The family shuffled around in their pajamas, getting ginger ale and toast from the kitchen and then heading back to the couch or their beds. For the first time, when Max called, Claire told him truthfully that they hadn’t talked about him and Cleo in days. “We’re too busy talking about each other’s shit,” Claire told him. “You’re off the hook.”

“I think I might be coming down with something too,” Lainie said to Claire on the phone.

“Well,” Claire said, “you would know if you had this.”

“Yeah, I just feel so pukey all the time. Great. I’m sure the worst is coming.”

But then a couple of weeks later, Lainie called and asked Claire if she could go out for a little bit. “Brian’s watching the boys,” she said. They met in Lainie’s driveway, and Lainie drove to the Post Office Bar, a place that they used to frequent during the summers when they were home from college.

“This okay with you?” she asked.

“Sure,” Claire said. “I haven’t been here in forever.”

They ordered two drafts of some sort of amber beer, and a basket of Parmesan-garlic fries, which looked like frozen french fries that had been warmed and covered with grated cheese, but were actually not bad. The bar was empty, except for one older man at the end of the bar, who was doing a crossword puzzle and drinking. Claire wondered where he went in the summer, when this place was overrun with underage kids and a DJ came in on Friday nights.
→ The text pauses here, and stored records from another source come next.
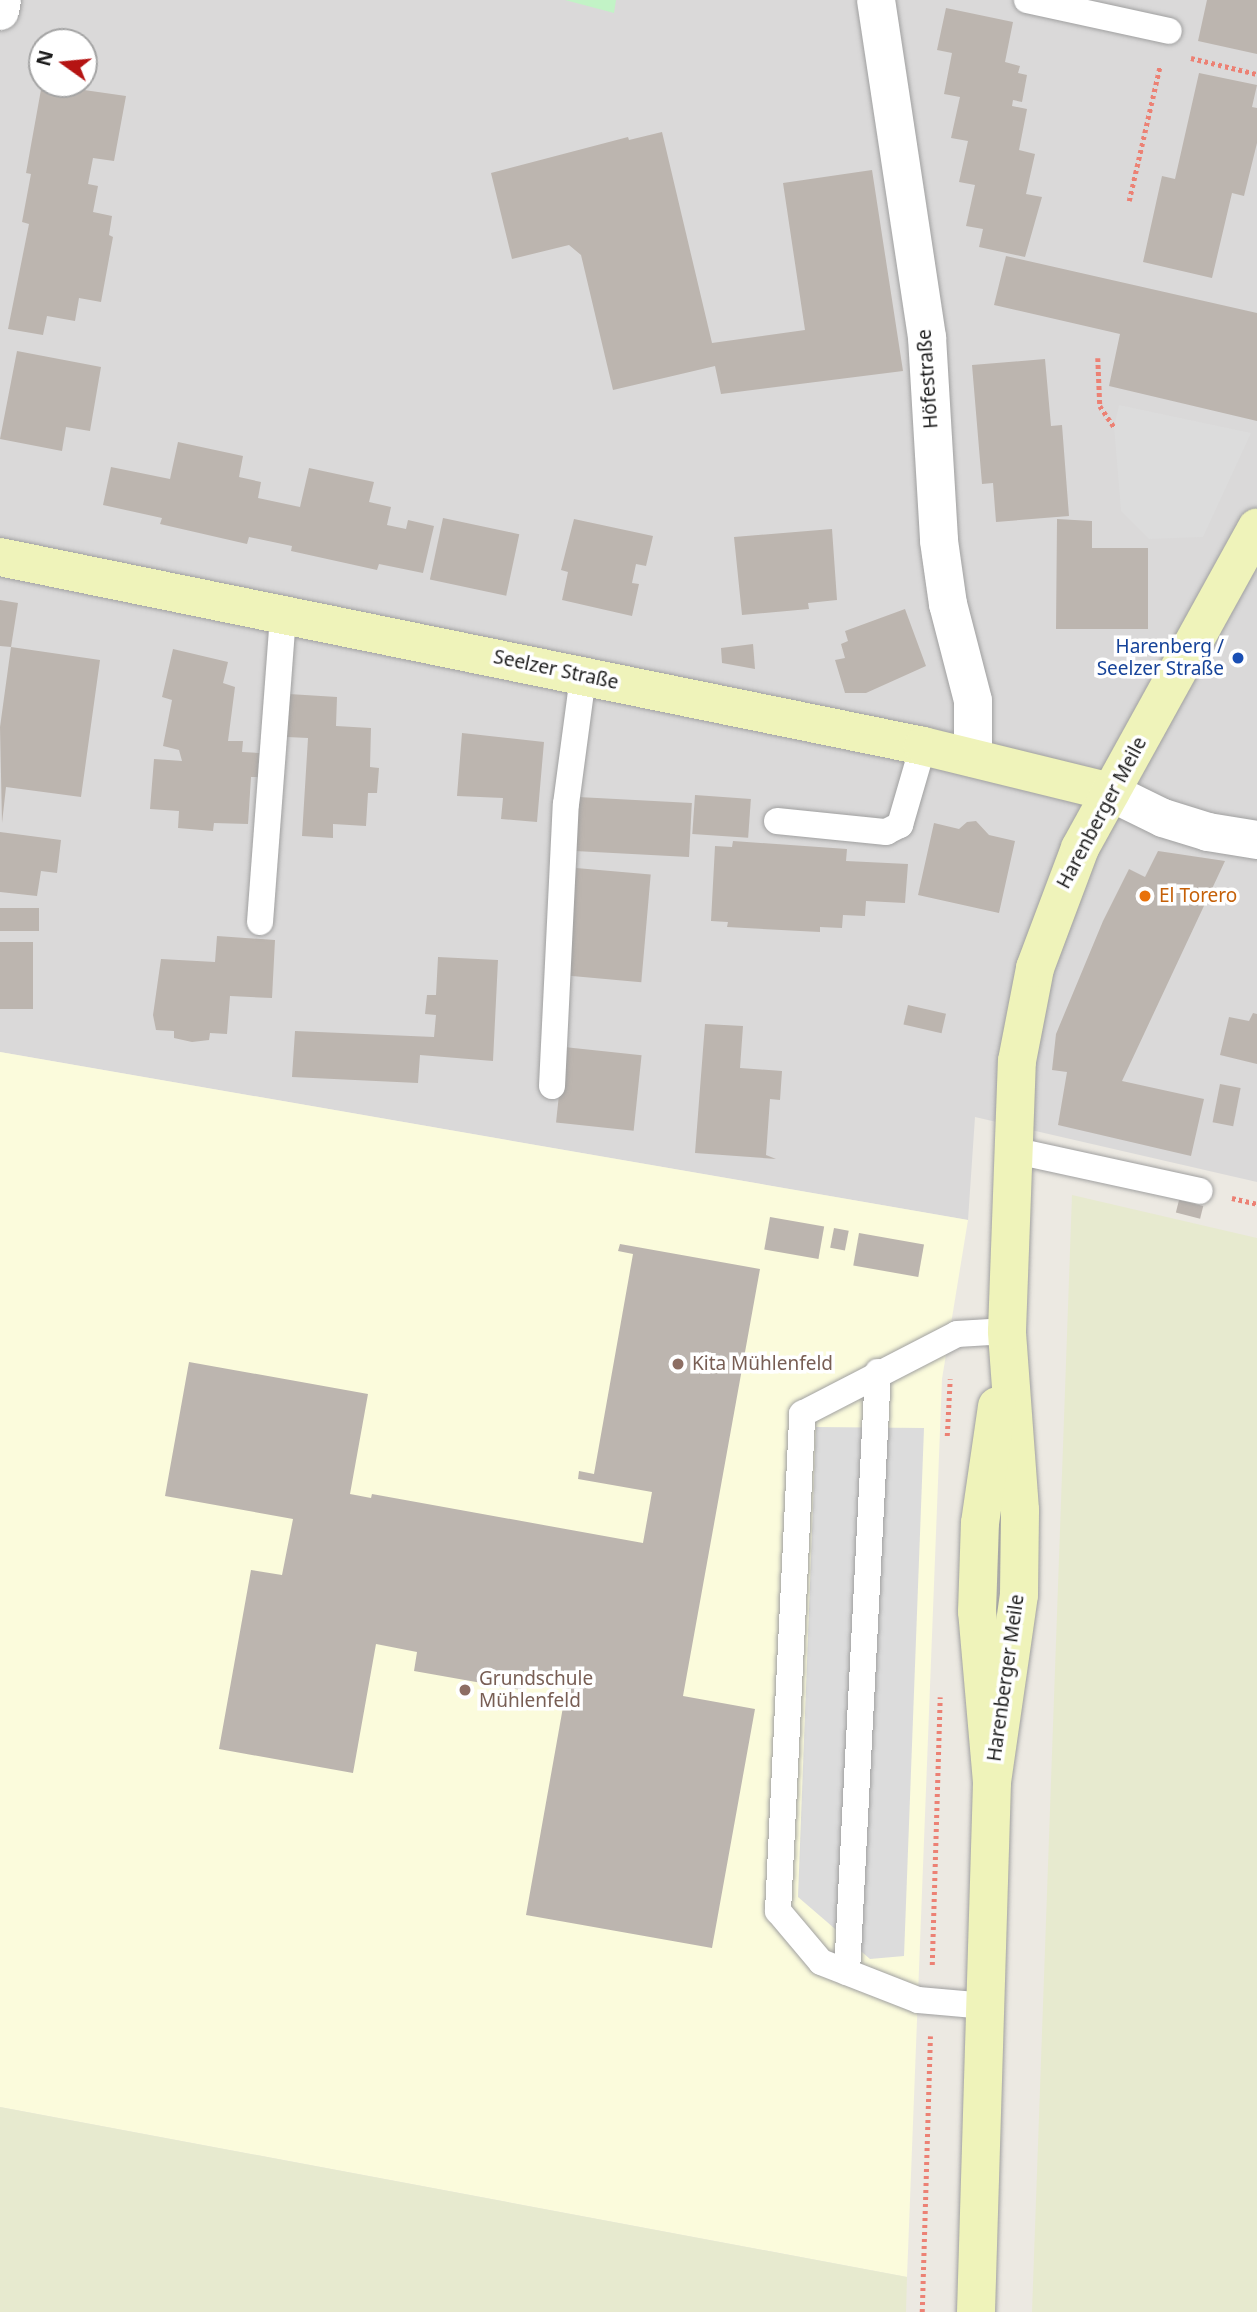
<!DOCTYPE html>
<html>
<head>
<meta charset="utf-8">
<style>
  body { margin:0 }
  #map { position:relative; width:1257px; height:2312px; overflow:hidden; background:#ece9e2; font-family:"Noto Sans",sans-serif }
  div>[style] { position:absolute }
  .residential>* { inset:0; background:#dad9d9 }
  .education>* { inset:0; background:#fbfbdc }
  .farmland>* { inset:0; background:#e7eacf }
  .park>* { inset:0; background:#c2f3c6 }
  .parking>* { inset:0; background:#dcdcdc }
  .building>* { inset:0; background:#bcb5af; transform-origin:0 0 }
  .path>* { height:4.5px; margin-top:-2.25px; transform-origin:0; background:repeating-linear-gradient(90deg,#ec8174 0 3.5px,transparent 0 7px) }
  .roads { filter:drop-shadow(0 0 2px #a0a0a0) drop-shadow(0 0 2px #a0a0a0) }
  .service>* { height:26px; margin:-13px; padding:0 13px; transform-origin:13px; border-radius:13px; background:#fff }
  .minor>* { height:38px; margin:-19px; padding:0 19px; transform-origin:19px; border-radius:19px; background:#fff }
  .secondary>* { height:38px; margin:-19px; padding:0 19px; transform-origin:19px; border-radius:19px; background:#eff3ba }
  .dots>* { width:19px; height:19px; translate:-50% -50%; box-sizing:border-box; border:4px solid #fff; border-radius:50% }
  span { translate:-50% -50%; white-space:nowrap; text-align:center; line-height:1.15; -webkit-text-stroke:7px #fff; paint-order:stroke }
  .street-label { font-size:19px; color:#1c1c1c }
  .transit-label { font-size:19px; color:#164399 }
  .right { translate:-100% -50%; text-align:right }
  .food-label { font-size:19px; color:#c56008 }
  .left { translate:0 -50%; text-align:left }
  .education-label { font-size:19px; color:#785e54 }
  .north { position:absolute; left:28px; top:28px; width:70px; height:70px; box-sizing:border-box; background:#fff; border:2px solid #a4a4a4; border-radius:50%; rotate:285deg; font-size:19px; font-weight:700; line-height:28px; text-align:center; color:#1c1c1c }
  .north::after { content:''; display:block; margin:auto; width:24px; height:32px; background:#b51413; clip-path:polygon(50% 0,100% 100%,50% 72%,0 100%) }
</style>
</head>
<body>
<div id="map">
  <div class="residential">
    <div style="clip-path:polygon(evenodd,0 0,1257px 0,1257px 1182px,975px 1117px,968px 1220px,0 1052px,0 0,42px 42px,84px 42px,84px 84px,42px 84px,42px 42px)"></div>
  </div>
  <div class="education">
    <div style="clip-path:polygon(0 1052px,968px 1220px,942px 1379px,907px 2277px,0 2107px)"></div>
  </div>
  <div class="farmland">
    <div style="clip-path:polygon(1072px 1195px,1257px 1238px,1257px 2312px,1032px 2312px)"></div>
    <div style="clip-path:polygon(0 2107px,907px 2277px,906px 2312px,0 2312px)"></div>
  </div>
  <div class="park">
    <div style="clip-path:polygon(565px 0,616px 0,614px 13px)"></div>
  </div>
  <div class="parking">
    <div style="clip-path:polygon(1119px 405px,1251px 433px,1203px 537px,1149px 539px,1121px 511px,1114px 427px)"></div>
    <div style="clip-path:polygon(816px 1427px,924px 1428px,904px 1956px,870px 1959px,798px 1897px)"></div>
  </div>
  <div class="building">
    <div style="clip-path:polygon(1207px 0,1257px 0,1257px 54px,1198px 41px)"></div>
    <div style="clip-path:polygon(946px 8px,1013px 22px,1005px 62px,1020px 66px,1018px 73px,1027px 75px,1022px 102px,1013px 100px,1012px 106px,1027px 109px,1019px 150px,1035px 154px,1026px 194px,1042px 197px,1025px 257px,979px 247px,983px 229px,966px 226px,975px 185px,959px 182px,968px 141px,951px 138px,960px 97px,944px 94px,952px 53px,937px 50px)"></div>
    <div style="clip-path:polygon(1199px 73px,1257px 85px,1252px 107px,1257px 108px,1257px 143px,1244px 196px,1232px 193px,1212px 278px,1143px 262px,1162px 176px,1175px 179px)"></div>
    <div style="clip-path:polygon(42px 84px,126px 96px,114px 161px,93px 158px,88px 184px,98px 186px,93px 212px,112px 216px,109px 235px,113px 237px,101px 302px,79px 298px,75px 321px,47px 316px,43px 335px,8px 329px,29px 224px,22px 222px,31px 174px,26px 173px)"></div>
    <div style="clip-path:polygon(662px 132px,712px 343px,805px 330px,783px 183px,872px 170px,903px 371px,721px 394px,715px 366px,613px 390px,581px 255px,569px 245px,512px 259px,491px 173px,628px 137px,629px 140px)"></div>
    <div style="clip-path:polygon(1006px 256px,1257px 313px,1257px 421px,1109px 386px,1120px 334px,994px 305px)"></div>
    <div style="clip-path:polygon(17px 351px,101px 367px,90px 431px,66px 427px,62px 451px,0 439px)"></div>
    <div style="clip-path:polygon(1045px 359px,1051px 426px,1062px 425px,1069px 516px,996px 522px,993px 483px,982px 484px,972px 365px)"></div>
    <div style="clip-path:polygon(178px 442px,243px 456px,239px 477px,261px 482px,258px 498px,300px 507px,309px 468px,374px 482px,369px 502px,391px 507px,387px 525px,406px 529px,408px 520px,434px 526px,423px 573px,379px 564px,377px 570px,291px 551px,292px 546px,249px 537px,247px 544px,160px 524px,162px 518px,103px 505px,111px 467px,170px 479px)"></div>
    <div style="left:443px;top:518px;width:78px;height:63px;rotate:12deg"></div>
    <div style="clip-path:polygon(574px 519px,653px 536px,646px 566px,636px 564px,632px 583px,639px 584px,632px 616px,562px 600px,568px 572px,561px 570px)"></div>
    <div style="clip-path:polygon(1057px 519px,1092px 521px,1092px 548px,1148px 548px,1148px 629px,1056px 629px)"></div>
    <div style="clip-path:polygon(832px 529px,837px 600px,808px 603px,809px 609px,742px 615px,734px 537px)"></div>
    <div style="clip-path:polygon(0 600px,18px 603px,11px 647px,0 646px)"></div>
    <div style="clip-path:polygon(905px 609px,926px 666px,866px 693px,845px 693px,835px 660px,845px 658px,841px 644px,848px 641px,845px 631px)"></div>
    <div style="clip-path:polygon(753px 644px,755px 669px,722px 663px,721px 648px)"></div>
    <div style="clip-path:polygon(11px 647px,100px 660px,81px 797px,6px 787px,2px 823px,0 727px)"></div>
    <div style="clip-path:polygon(173px 649px,228px 662px,223px 683px,235px 687px,228px 741px,243px 741px,242px 752px,259px 753px,258px 777px,251px 777px,248px 824px,214px 823px,213px 831px,178px 828px,179px 811px,150px 809px,154px 759px,182px 761px,179px 750px,163px 746px,172px 700px,162px 697px)"></div>
    <div style="clip-path:polygon(289px 694px,337px 697px,336px 726px,371px 728px,370px 767px,379px 768px,377px 793px,368px 793px,366px 826px,333px 824px,333px 838px,302px 836px,308px 738px,287px 737px)"></div>
    <div style="clip-path:polygon(462px 733px,544px 742px,537px 822px,501px 819px,503px 798px,457px 796px)"></div>
    <div style="left:695px;top:795px;width:56px;height:39px;rotate:4deg"></div>
    <div style="left:578px;top:797px;width:114px;height:54px;rotate:3deg"></div>
    <div style="clip-path:polygon(976px 821px,989px 835px,1015px 841px,999px 913px,918px 895px,934px 823px,959px 829px,967px 822px)"></div>
    <div style="clip-path:polygon(0 832px,61px 840px,57px 873px,41px 871px,37px 896px,0 892px)"></div>
    <div style="clip-path:polygon(733px 841px,847px 849px,846px 861px,908px 864px,905px 903px,866px 901px,865px 916px,843px 915px,842px 928px,820px 927px,820px 932px,727px 927px,728px 922px,711px 921px,715px 846px,732px 847px)"></div>
    <div style="clip-path:polygon(1158px 851px,1225px 861px,1122px 1081px,1204px 1099px,1191px 1156px,1058px 1125px,1067px 1072px,1052px 1070px,1056px 1034px,1103px 921px,1129px 869px,1145px 877px)"></div>
    <div style="left:576px;top:868px;width:75px;height:108px;rotate:5deg"></div>
    <div style="left:0;top:908px;width:39px;height:23px"></div>
    <div style="clip-path:polygon(217px 936px,275px 940px,272px 998px,230px 996px,227px 1034px,210px 1033px,209px 1040px,192px 1042px,174px 1038px,174px 1031px,156px 1030px,153px 1015px,161px 959px,215px 962px)"></div>
    <div style="left:0;top:942px;width:33px;height:67px"></div>
    <div style="clip-path:polygon(438px 957px,498px 960px,493px 1061px,420px 1055px,418px 1083px,292px 1077px,295px 1031px,434px 1037px,436px 1015px,425px 1014px,427px 995px,436px 995px)"></div>
    <div style="left:908px;top:1005px;width:39px;height:20px;rotate:13deg"></div>
    <div style="clip-path:polygon(1253px 1013px,1257px 1014px,1257px 1064px,1220px 1055px,1229px 1017px,1249px 1021px)"></div>
    <div style="clip-path:polygon(705px 1024px,743px 1026px,740px 1068px,782px 1071px,780px 1100px,770px 1099px,766px 1155px,776px 1159px,695px 1153px)"></div>
    <div style="left:564px;top:1047px;width:78px;height:76px;rotate:6deg"></div>
    <div style="left:1220px;top:1084px;width:21px;height:39px;rotate:11deg"></div>
    <div style="left:1179px;top:1200px;width:25px;height:13px;rotate:14deg"></div>
    <div style="left:770px;top:1217px;width:55px;height:33px;rotate:10deg"></div>
    <div style="left:834px;top:1228px;width:15px;height:20px;rotate:11deg"></div>
    <div style="left:859px;top:1233px;width:66px;height:33px;rotate:10deg"></div>
    <div style="clip-path:polygon(620px 1244px,760px 1269px,683px 1696px,755px 1709px,712px 1948px,526px 1915px,568px 1679px,524px 1671px,521px 1690px,414px 1671px,417px 1652px,376px 1644px,353px 1773px,219px 1749px,251px 1570px,282px 1575px,293px 1519px,165px 1496px,189px 1362px,368px 1394px,350px 1494px,371px 1498px,372px 1494px,643px 1543px,652px 1492px,578px 1479px,579px 1471px,594px 1474px,633px 1254px,618px 1251px)"></div>
  </div>
  <div class="path">
    <div style="left:1191px;top:58px;width:68px;rotate:13.6deg"></div>
    <div style="left:1129px;top:201px;width:139px;rotate:-77.1deg"></div>
    <div style="left:1098px;top:358px;width:48px;rotate:87.6deg"></div>
    <div style="left:1100px;top:406px;width:25px;rotate:56deg"></div>
    <div style="left:1232px;top:1198px;width:26px;rotate:13deg"></div>
    <div style="left:947px;top:1436px;width:57px;rotate:-87deg"></div>
    <div style="left:932px;top:1965px;width:268px;rotate:-88.3deg"></div>
    <div style="left:922px;top:2312px;width:276px;rotate:-88.3deg"></div>
  </div>
  <div class="roads">
    <div class="service">
      <div style="left:1027px;top:0;width:145px;rotate:12.3deg"></div>
      <div style="left:777px;top:821px;width:110px;rotate:5.8deg"></div>
      <div style="left:886px;top:832px;width:16px;rotate:-27deg"></div>
      <div style="left:900px;top:825px;width:82px;rotate:-73.8deg"></div>
      <div style="left:260px;top:922px;width:310px;rotate:-85.7deg"></div>
      <div style="left:552px;top:1086px;width:282px;rotate:-87.2deg"></div>
      <div style="left:566px;top:804px;width:129px;rotate:-82.4deg"></div>
      <div style="left:1012px;top:1150px;width:192px;rotate:12.3deg"></div>
      <div style="left:847px;top:1972px;width:601px;rotate:-87.04deg"></div>
      <div style="left:986px;top:2006px;width:68px;rotate:-175deg"></div>
      <div style="left:918px;top:2000px;width:104px;rotate:-158.6deg"></div>
      <div style="left:821px;top:1962px;width:67px;rotate:-130.1deg"></div>
      <div style="left:778px;top:1911px;width:498px;rotate:-87.2deg"></div>
      <div style="left:802px;top:1414px;width:174px;rotate:-27.3deg"></div>
      <div style="left:957px;top:1334px;width:50px;rotate:-3.4deg"></div>
    </div>
    <div class="minor">
      <div style="left:876px;top:0;width:341px;rotate:81.4deg"></div>
      <div style="left:927px;top:337px;width:204px;rotate:86.6deg"></div>
      <div style="left:939px;top:541px;width:64px;rotate:81.9deg"></div>
      <div style="left:948px;top:604px;width:100px;rotate:75.5deg"></div>
      <div style="left:973px;top:701px;width:57px;rotate:90deg"></div>
      <div style="left:0;top:11px;width:11px;rotate:-80deg"></div>
      <div style="left:1110px;top:792px;width:59px;rotate:26.1deg"></div>
      <div style="left:1163px;top:818px;width:47px;rotate:17.3deg"></div>
      <div style="left:1208px;top:832px;width:50px;rotate:9.3deg"></div>
    </div>
    <div class="secondary">
      <div style="left:0;top:557px;width:942px;rotate:11.57deg"></div>
      <div style="left:923px;top:746px;width:193px;rotate:13.8deg"></div>
      <div style="left:992px;top:1782px;width:189px;rotate:-81.8deg"></div>
      <div style="left:1019px;top:1595px;width:85px;rotate:-89.3deg"></div>
      <div style="left:1020px;top:1510px;width:179px;rotate:-94.2deg"></div>
      <div style="left:1007px;top:1331px;width:270px;rotate:-87.9deg"></div>
      <div style="left:1017px;top:1061px;width:95px;rotate:-79deg"></div>
      <div style="left:1035px;top:968px;width:128px;rotate:-69.4deg"></div>
      <div style="left:1080px;top:848px;width:366px;rotate:-61.1deg"></div>
      <div style="left:976px;top:2312px;width:530px;rotate:-88.27deg"></div>
      <div style="left:992px;top:1782px;width:171px;rotate:-95deg"></div>
      <div style="left:977px;top:1612px;width:89px;rotate:-88.1deg"></div>
      <div style="left:980px;top:1523px;width:118px;rotate:-81.7deg"></div>
    </div>
  </div>
  <div class="dots">
    <div style="left:1238px;top:658px;background:#1a4fb4"></div>
    <div style="left:1145px;top:896px;background:#e8710a"></div>
    <div style="left:678px;top:1364px;background:#8d6e63"></div>
    <div style="left:465px;top:1690px;background:#8d6e63"></div>
  </div>
  <div class="street-label">
    <span style="left:928px;top:379px;rotate:-94deg">Höfestraße</span>
    <span style="left:556px;top:670px;rotate:12deg">Seelzer Straße</span>
    <span style="left:1102px;top:813px;rotate:-62deg">Harenberger Meile</span>
    <span style="left:1006px;top:1678px;rotate:-82deg">Harenberger Meile</span>
  </div>
  <div class="transit-label">
    <span class="right" style="left:1224px;top:658px">Harenberg /<br>Seelzer Straße</span>
  </div>
  <div class="food-label">
    <span class="left" style="left:1159px;top:896px">El Torero</span>
  </div>
  <div class="education-label">
    <span class="left" style="left:692px;top:1364px">Kita Mühlenfeld</span>
    <span class="left" style="left:479px;top:1690px">Grundschule<br>Mühlenfeld</span>
  </div>
  <div class="north">N</div>
</div>
</body>
</html>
She wondered if he was mad when that happened, if he felt like his house had been taken
over, or if he had a different place that he found, another quiet place for the summer.

“I’m pregnant,” Lainie said. She was addressing a thin, limp fry that she was holding. It seemed to bend further with the news.

“What?” Claire said. “When?”

“I just found out last week. It wasn’t the flu.”

“Oh my God. Well, congratulations.”

Lainie’s eyes had started to fill with tears. “I can’t be pregnant,” she said. “What am I, that reality TV woman that has like a hundred kids? I’m barely recovered from Matthew. I can’t be starting this all over again.” She took a sip of beer and the tears fell on her cheeks.

“Should you be having that?” Claire asked.

“It’s just one beer,” Lainie said. “It won’t do anything.”

“Okay,” Claire said. She was unsure how to continue.

“It’s just so fucked up. I can’t believe I let this happen. We have, like, just barely enough money now, but not even really. And that’s with me teaching, which I can’t do much longer.” Lainie’s nose had started to run, and Claire handed her a napkin.

“You’ll be okay,” Claire said. “I know you will. It seems crazy now, I’m sure, but you’ll be okay.”

Lainie lifted the glass of beer to her lips and then put it down again without drinking. “I don’t even want it,” she said, pushing it away. “Not really. I just ordered it because I’m annoyed I can’t have it.”

“What did Brian say?”

“Same as me. He just doesn’t know how we’re going to afford it, or even fit in our house anymore, not that that matters, because we’re not going anywhere. We can’t.”

They sat together for a while, Claire reassuring Lainie that it would be fine, and Lainie listing all the things that would be different. They picked at the fries, and Claire drank both of the beers, even though by the time she got to Lainie’s, it was a little warm.

“Well, maybe it will be a girl,” Claire finally offered, as they paid their tab. “You did always want a girl, too.”

Lainie laughed and put the last group of french fries in her mouth, dragging them through the cold grease that was dotted with garlic
before eating them. It was a bitter sort of laugh that sounded like she was a wise old person who’d seen it all. “It will be a boy,” she said. “I know it. We’re just going to have all boys.”